- WHAT IS NEEDED: Your job is to report every line of the entries that has "with".

---- SUPPLIED ENTRIES

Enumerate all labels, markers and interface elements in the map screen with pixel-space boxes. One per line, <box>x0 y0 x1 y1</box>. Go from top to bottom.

--------
---- SUPPLIED ENTRIES

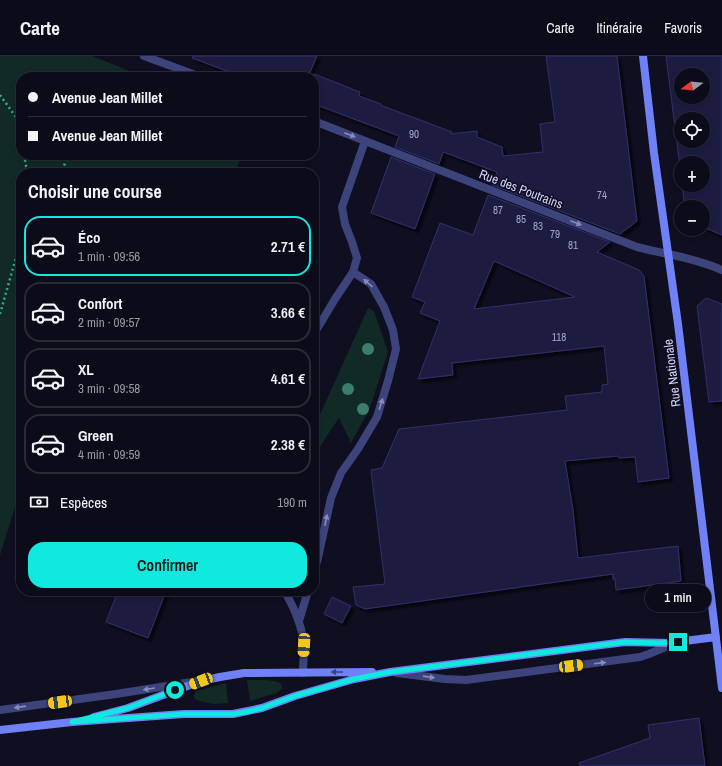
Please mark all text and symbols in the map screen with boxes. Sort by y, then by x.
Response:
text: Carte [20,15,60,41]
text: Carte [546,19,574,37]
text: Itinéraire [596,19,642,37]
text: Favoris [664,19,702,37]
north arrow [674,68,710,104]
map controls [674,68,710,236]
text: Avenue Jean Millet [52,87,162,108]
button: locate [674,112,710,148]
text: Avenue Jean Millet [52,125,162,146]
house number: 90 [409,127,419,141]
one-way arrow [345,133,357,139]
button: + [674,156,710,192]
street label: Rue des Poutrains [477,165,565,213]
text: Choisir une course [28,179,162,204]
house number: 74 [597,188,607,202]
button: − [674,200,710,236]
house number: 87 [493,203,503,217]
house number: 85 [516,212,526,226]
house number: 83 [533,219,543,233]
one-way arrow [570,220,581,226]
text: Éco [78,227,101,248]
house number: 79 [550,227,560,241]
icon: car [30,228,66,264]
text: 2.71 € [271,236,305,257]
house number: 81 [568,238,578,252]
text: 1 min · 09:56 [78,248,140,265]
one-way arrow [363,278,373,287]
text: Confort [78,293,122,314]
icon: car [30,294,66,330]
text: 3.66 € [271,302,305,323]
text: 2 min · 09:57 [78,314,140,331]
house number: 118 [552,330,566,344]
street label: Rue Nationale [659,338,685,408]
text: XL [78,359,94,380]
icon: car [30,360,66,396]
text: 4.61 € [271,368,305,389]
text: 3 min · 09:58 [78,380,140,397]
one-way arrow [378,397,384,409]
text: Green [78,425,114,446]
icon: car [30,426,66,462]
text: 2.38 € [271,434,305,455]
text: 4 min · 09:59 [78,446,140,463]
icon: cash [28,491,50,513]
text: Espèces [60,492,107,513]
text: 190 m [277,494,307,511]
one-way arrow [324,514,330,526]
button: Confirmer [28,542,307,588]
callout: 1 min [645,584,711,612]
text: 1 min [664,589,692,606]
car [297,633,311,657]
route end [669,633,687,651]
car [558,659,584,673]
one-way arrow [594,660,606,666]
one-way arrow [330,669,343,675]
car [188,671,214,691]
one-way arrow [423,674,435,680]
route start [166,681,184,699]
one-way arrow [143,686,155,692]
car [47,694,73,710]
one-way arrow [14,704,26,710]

--------
---- SUPPLIED ENTRIES

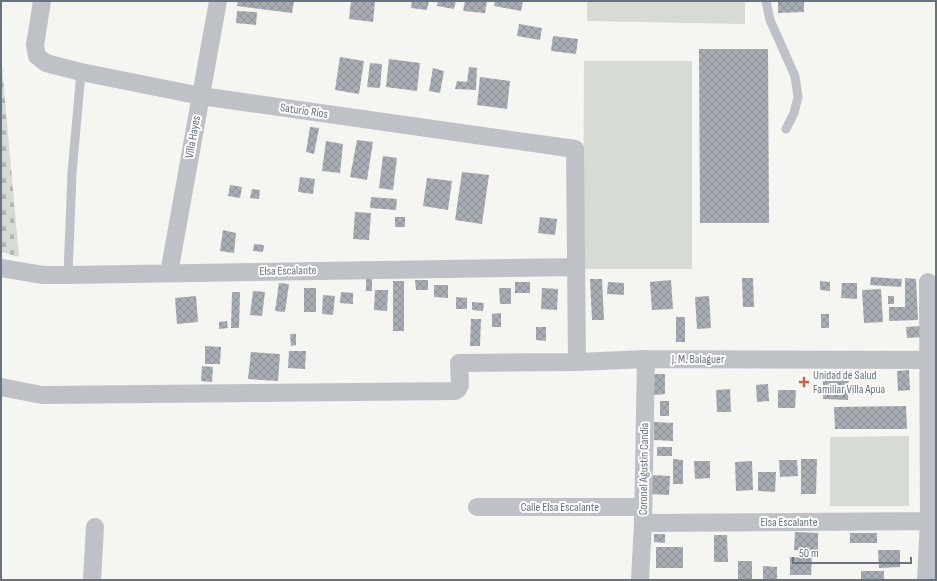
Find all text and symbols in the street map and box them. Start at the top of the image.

--------

- SOLUTION TO THIS EXERCISE:
Enumerate all labels, markers and interface elements in the map screen with pixel-space boxes. One per line, <box>x0 y0 x1 y1</box>. Go from top to bottom.
Please mark all text and symbols in the map screen with boxes. Sort by y, then by x.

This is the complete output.